───── Provided material

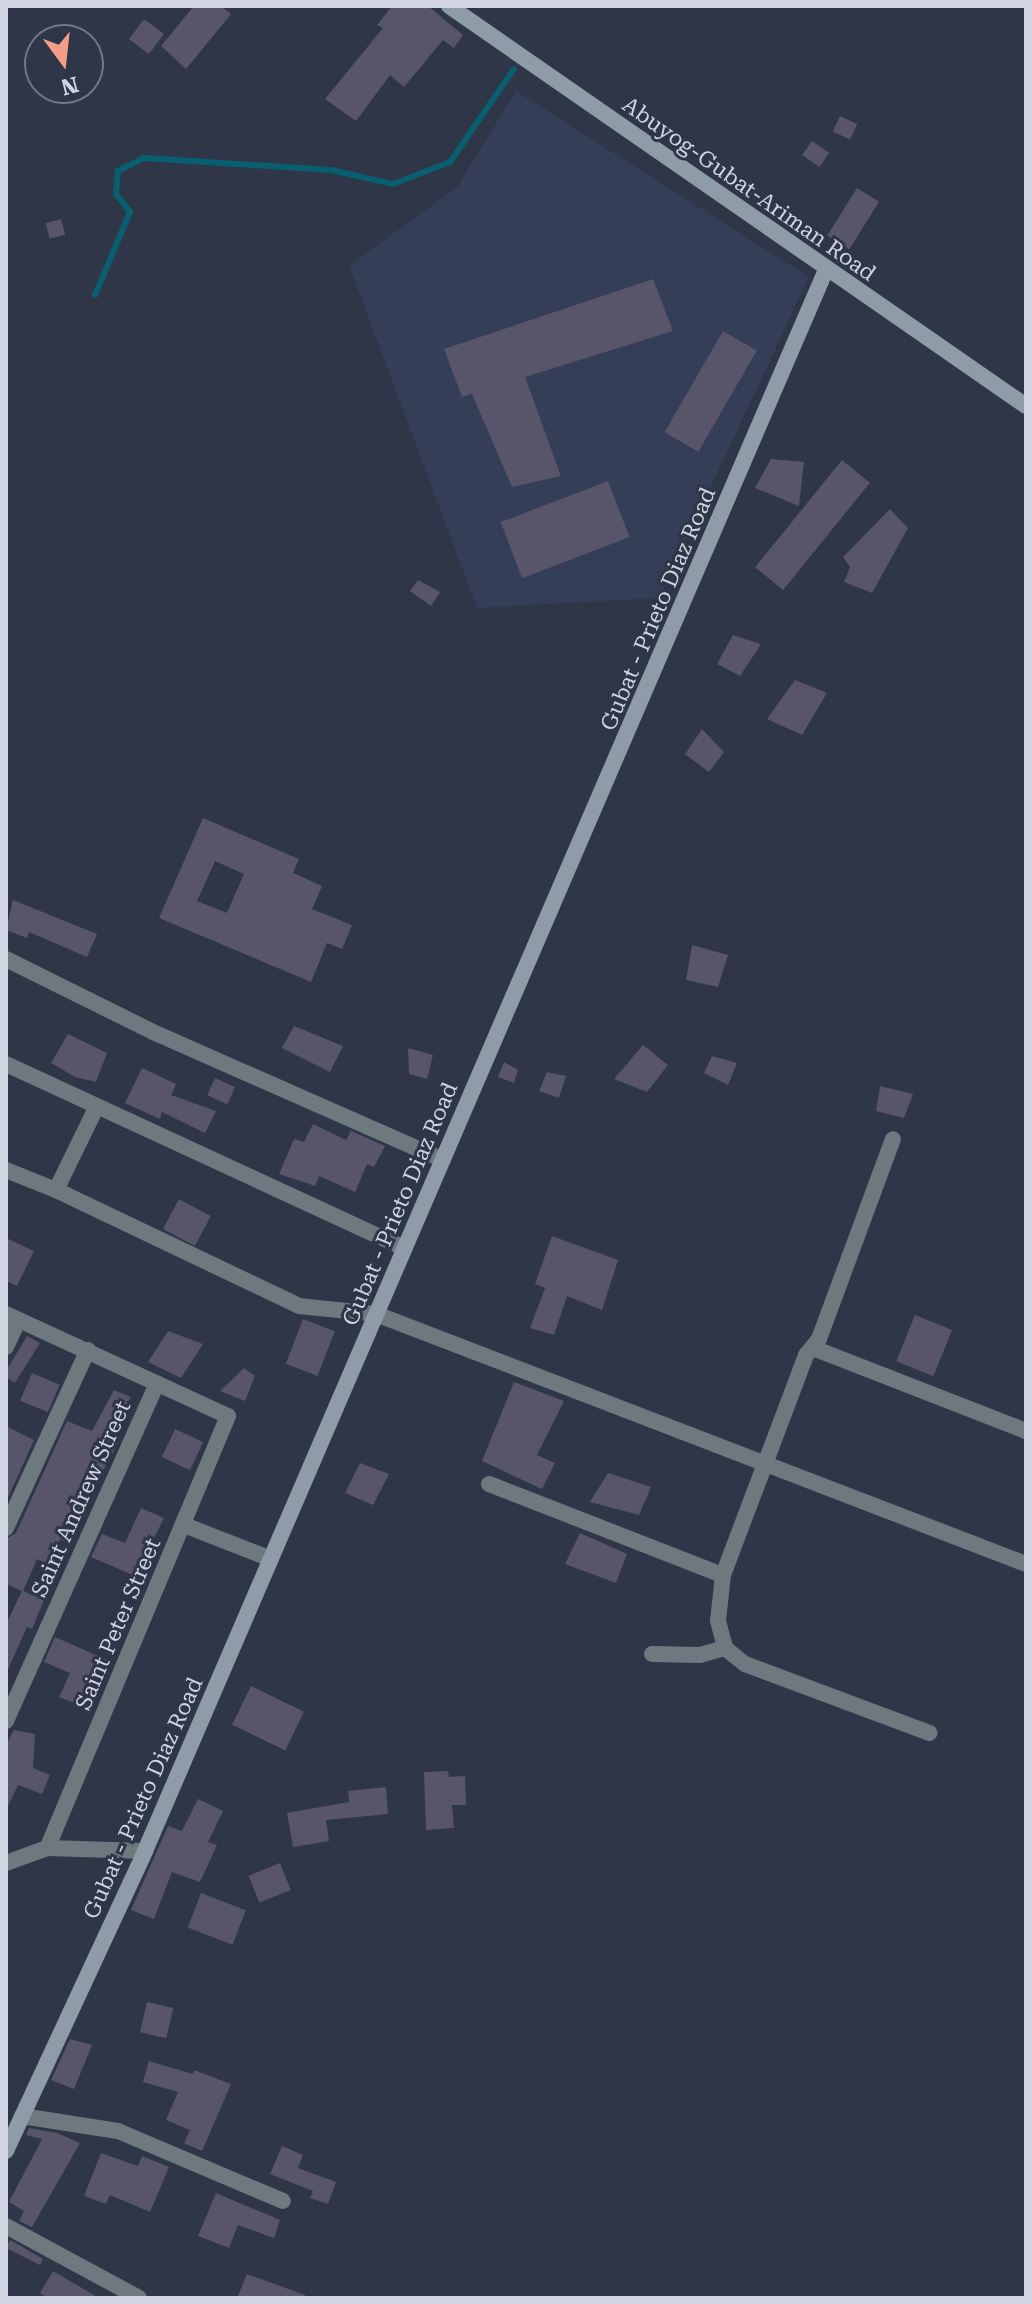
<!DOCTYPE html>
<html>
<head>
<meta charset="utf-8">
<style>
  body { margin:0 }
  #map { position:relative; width:1032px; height:2304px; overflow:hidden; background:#2e3648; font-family:"Roboto Serif",serif }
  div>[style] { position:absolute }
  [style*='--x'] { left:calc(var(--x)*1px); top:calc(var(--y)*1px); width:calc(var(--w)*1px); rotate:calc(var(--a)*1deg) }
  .built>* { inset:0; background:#343e56 }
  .stream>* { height:6px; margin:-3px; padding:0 3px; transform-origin:3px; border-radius:3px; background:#095f6f }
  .building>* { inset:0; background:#58556b; transform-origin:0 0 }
  .street>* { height:16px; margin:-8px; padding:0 8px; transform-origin:8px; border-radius:8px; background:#6e787f }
  .secondary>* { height:16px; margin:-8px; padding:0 8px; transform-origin:8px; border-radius:8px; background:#8d9ca7 }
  span { translate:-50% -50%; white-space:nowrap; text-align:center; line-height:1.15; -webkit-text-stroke:6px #2e3648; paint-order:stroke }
  .street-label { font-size:22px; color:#d0d5e1 }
  .frame { position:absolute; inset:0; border:8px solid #d0d5e1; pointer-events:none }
  .north { position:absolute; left:24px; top:24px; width:80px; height:80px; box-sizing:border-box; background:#2e3648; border:2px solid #6f7685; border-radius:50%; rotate:165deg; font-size:22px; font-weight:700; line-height:32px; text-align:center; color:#d0d5e1 }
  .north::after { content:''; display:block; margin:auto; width:28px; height:36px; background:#f49e8a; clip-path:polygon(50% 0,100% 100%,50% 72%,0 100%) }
</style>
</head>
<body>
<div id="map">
  <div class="built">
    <i style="clip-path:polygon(516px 91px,809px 277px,659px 598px,477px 608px,349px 266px,457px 187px)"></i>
  </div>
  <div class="stream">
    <i style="--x:95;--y:295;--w:90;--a:-67.1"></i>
    <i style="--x:130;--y:212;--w:23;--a:-128"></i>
    <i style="--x:116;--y:194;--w:23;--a:-85"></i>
    <i style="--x:118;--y:171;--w:29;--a:-27"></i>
    <i style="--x:144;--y:158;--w:187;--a:3.7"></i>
    <i style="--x:331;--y:170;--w:64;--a:12.7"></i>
    <i style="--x:393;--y:184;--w:61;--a:-21.1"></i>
    <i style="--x:450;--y:162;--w:113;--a:-55.5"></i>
  </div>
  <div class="building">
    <i style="clip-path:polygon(194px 6px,221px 6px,231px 14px,186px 69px,161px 46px)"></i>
    <i style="clip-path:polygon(392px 6px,428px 6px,463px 35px,454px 48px,443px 40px,404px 87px,390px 75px,356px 121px,325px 99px,383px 28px,377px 25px)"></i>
    <i style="left:144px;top:19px;width:25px;height:25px;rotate:37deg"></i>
    <i style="left:840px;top:116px;width:19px;height:17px;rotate:25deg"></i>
    <i style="left:812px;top:141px;width:21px;height:17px;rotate:35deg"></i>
    <i style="left:857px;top:188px;width:26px;height:56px;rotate:32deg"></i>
    <i style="left:61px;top:219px;width:16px;height:16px;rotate:75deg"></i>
    <i style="clip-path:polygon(653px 279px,673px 331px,525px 377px,561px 476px,512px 487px,472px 394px,462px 397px,444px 349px)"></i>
    <i style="left:723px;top:331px;width:39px;height:117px;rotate:30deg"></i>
    <i style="clip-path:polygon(771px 459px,804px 462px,799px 506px,755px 488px)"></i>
    <i style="left:842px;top:460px;width:36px;height:138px;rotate:39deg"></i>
    <i style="left:608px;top:481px;width:60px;height:115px;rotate:69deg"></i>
    <i style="clip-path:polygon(890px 509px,908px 528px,872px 593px,844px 582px,850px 567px,843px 557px)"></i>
    <i style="clip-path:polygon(418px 580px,440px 592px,431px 606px,410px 591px)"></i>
    <i style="clip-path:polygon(733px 635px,761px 644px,740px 676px,717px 664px)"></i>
    <i style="clip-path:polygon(795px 680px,827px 693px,802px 735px,767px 719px)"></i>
    <i style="clip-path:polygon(702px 729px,724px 752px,709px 772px,685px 754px)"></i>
    <i style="clip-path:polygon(evenodd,203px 818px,299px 859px,293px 873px,322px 886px,312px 909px,352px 925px,342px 949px,327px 943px,311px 982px,159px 918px,203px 818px,215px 861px,244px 874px,227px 913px,197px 901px,215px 861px)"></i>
    <i style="clip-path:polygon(13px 900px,97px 934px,87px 957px,29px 932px,27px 938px,6px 930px)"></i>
    <i style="clip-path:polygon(692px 945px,728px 955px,718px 987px,686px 980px)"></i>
    <i style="clip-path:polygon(294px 1026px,343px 1046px,330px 1072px,282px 1048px)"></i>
    <i style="clip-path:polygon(68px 1034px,107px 1053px,96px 1082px,75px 1077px,51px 1063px)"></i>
    <i style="clip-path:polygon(643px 1045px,668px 1065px,647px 1092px,614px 1079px)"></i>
    <i style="clip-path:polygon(408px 1048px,433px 1055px,427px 1079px,409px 1074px)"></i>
    <i style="clip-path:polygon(712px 1056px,737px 1063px,728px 1085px,704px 1073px)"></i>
    <i style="clip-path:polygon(504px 1062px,518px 1070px,514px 1083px,498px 1077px)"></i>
    <i style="clip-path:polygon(142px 1068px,176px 1084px,171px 1095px,216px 1111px,205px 1133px,162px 1112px,160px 1119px,125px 1103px)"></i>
    <i style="clip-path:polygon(547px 1072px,566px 1076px,559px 1098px,539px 1091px)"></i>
    <i style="left:215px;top:1078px;width:22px;height:19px;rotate:24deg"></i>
    <i style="clip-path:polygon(880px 1086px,913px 1094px,904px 1118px,876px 1111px)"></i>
    <i style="clip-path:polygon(313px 1124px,346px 1140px,351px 1131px,385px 1146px,374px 1167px,367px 1164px,355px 1192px,319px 1176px,315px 1186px,279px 1174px,294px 1139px,304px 1142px)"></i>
    <i style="left:179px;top:1199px;width:36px;height:34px;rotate:28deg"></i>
    <i style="clip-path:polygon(552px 1236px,618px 1260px,602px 1310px,567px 1296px,554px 1335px,530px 1328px,545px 1288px,535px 1284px)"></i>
    <i style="clip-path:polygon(6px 1238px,34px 1251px,17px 1286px,6px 1281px)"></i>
    <i style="left:915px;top:1315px;width:40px;height:50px;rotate:22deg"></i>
    <i style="left:303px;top:1319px;width:34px;height:48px;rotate:21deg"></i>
    <i style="clip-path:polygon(168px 1331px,203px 1344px,181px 1378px,148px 1362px)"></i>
    <i style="clip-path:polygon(27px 1336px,40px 1343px,15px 1383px,6px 1377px,6px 1371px)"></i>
    <i style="clip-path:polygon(244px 1368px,255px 1376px,245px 1401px,220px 1391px)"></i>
    <i style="left:32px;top:1373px;width:30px;height:30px;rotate:23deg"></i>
    <i style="clip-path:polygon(514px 1382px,564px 1401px,537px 1455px,555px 1463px,542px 1489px,482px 1461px)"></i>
    <i style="clip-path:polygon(114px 1390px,131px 1397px,120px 1414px,124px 1416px,113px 1440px,118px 1443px,65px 1542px,60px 1539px,48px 1564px,37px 1559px,23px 1591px,44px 1600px,32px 1629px,27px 1627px,6px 1674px,6px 1624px,22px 1591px,6px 1584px,6px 1539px,16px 1533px,67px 1421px,92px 1431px)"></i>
    <i style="clip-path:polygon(6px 1426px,34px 1440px,6px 1502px)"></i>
    <i style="left:175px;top:1429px;width:31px;height:31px;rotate:25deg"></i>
    <i style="clip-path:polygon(360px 1463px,389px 1474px,373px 1505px,345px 1493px)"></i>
    <i style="clip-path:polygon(608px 1473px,651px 1487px,639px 1515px,590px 1502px)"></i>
    <i style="clip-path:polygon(141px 1508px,164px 1518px,135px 1576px,91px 1557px,102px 1534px,125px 1543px)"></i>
    <i style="clip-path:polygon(580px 1533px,627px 1554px,616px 1583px,565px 1564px)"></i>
    <i style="clip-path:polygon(55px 1637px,107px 1660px,87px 1708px,59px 1697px,70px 1673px,44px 1662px)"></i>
    <i style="left:251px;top:1686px;width:59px;height:43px;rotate:26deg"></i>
    <i style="clip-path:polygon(14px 1730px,35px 1734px,33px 1768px,50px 1775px,42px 1794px,18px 1785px,6px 1810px,6px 1745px)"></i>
    <i style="clip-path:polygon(448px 1771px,449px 1777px,465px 1776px,466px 1805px,452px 1805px,454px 1828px,426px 1830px,424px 1772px)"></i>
    <i style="clip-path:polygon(386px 1787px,388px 1814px,326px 1820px,329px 1841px,293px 1847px,287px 1813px,349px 1802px,348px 1791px)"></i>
    <i style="clip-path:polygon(198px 1799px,223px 1811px,208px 1842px,217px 1845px,200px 1882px,172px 1872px,154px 1919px,131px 1910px,168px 1826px,182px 1831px)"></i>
    <i style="left:280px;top:1863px;width:29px;height:34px;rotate:68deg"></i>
    <i style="left:201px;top:1893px;width:48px;height:37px;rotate:21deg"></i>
    <i style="left:147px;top:2002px;width:27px;height:31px;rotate:13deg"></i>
    <i style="clip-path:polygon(70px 2039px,92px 2045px,74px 2089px,51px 2080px)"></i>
    <i style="clip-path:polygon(149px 2061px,193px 2074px,194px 2070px,231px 2084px,202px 2151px,184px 2143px,190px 2130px,166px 2120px,178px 2092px,143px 2082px)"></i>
    <i style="clip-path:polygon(29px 2128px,57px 2133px,80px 2143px,32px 2227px,19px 2221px,24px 2211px,9px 2202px,42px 2139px,26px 2135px)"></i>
    <i style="clip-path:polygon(282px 2146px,303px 2155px,298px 2168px,336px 2182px,328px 2204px,310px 2198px,313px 2191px,270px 2174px)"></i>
    <i style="clip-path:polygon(101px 2153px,138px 2166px,142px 2156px,169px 2167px,150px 2212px,110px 2195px,106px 2204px,84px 2196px)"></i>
    <i style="clip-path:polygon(216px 2193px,280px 2220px,274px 2238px,238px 2225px,229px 2248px,198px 2236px)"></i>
    <i style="clip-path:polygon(10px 2240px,43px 2259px,40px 2265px,6px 2248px)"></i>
    <i style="clip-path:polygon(53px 2271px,99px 2298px,48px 2298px,40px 2293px)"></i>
    <i style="clip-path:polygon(247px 2274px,305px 2295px,305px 2298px,237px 2298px)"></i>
  </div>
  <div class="street">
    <i style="--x:6;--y:959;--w:164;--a:26.4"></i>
    <i style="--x:153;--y:1032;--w:317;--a:23.8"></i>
    <i style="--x:6;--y:1064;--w:439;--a:24.8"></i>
    <i style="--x:6;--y:1170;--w:54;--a:21.8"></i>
    <i style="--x:56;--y:1190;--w:269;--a:25.5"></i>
    <i style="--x:299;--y:1306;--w:77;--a:5.9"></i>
    <i style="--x:376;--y:1314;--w:696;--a:21.04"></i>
    <i style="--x:56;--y:1190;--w:93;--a:-64"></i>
    <i style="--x:6;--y:1314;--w:244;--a:24.7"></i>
    <i style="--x:228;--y:1416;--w:468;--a:112.7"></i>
    <i style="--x:6;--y:1347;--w:29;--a:-65"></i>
    <i style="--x:813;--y:1348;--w:229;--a:21.3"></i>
    <i style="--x:489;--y:1484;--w:251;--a:21.3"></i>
    <i style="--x:723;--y:1575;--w:235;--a:-69.3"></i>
    <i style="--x:806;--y:1355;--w:21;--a:-51"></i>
    <i style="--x:819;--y:1339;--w:213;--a:-69.7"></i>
    <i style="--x:184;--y:1525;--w:93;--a:21.3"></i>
    <i style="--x:6;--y:1528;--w:196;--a:-65.3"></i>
    <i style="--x:723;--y:1575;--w:46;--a:96.2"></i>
    <i style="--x:718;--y:1621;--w:28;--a:75"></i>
    <i style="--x:725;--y:1648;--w:26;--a:39"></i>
    <i style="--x:745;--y:1664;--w:197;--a:20.5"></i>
    <i style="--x:652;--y:1654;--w:48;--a:1.2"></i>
    <i style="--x:700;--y:1655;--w:26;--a:-16"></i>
    <i style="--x:6;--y:1721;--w:370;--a:-65.9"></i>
    <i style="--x:6;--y:1863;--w:44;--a:-20.1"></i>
    <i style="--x:47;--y:1848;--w:98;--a:1.8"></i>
    <i style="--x:22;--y:2116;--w:97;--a:8.9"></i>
    <i style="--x:118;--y:2131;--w:179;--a:23"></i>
    <i style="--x:6;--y:2226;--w:151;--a:28.4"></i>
  </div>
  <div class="secondary">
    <i style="--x:449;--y:6;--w:702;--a:34.73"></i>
    <i style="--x:6;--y:2151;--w:331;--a:-65.1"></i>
    <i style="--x:145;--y:1851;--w:1721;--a:-66.7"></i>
  </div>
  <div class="street-label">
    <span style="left:749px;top:189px;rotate:35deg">Abuyog-Gubat-Ariman Road</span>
    <span style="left:658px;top:609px;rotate:-67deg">Gubat - Prieto Diaz Road</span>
    <span style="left:400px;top:1204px;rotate:-67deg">Gubat - Prieto Diaz Road</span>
    <span style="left:81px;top:1499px;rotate:-66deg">Saint Andrew Street</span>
    <span style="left:118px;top:1624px;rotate:-67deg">Saint Peter Street</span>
    <span style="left:143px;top:1798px;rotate:-66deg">Gubat - Prieto Diaz Road</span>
  </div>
  <div class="frame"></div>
  <div class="north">N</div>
</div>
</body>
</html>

──────────

Your task:
I would like you to report every line in the listing above that contains "stream".

Solution:
  .stream>* { height:6px; margin:-3px; padding:0 3px; transform-origin:3px; border-radius:3px; background:#095f6f }
  <div class="stream">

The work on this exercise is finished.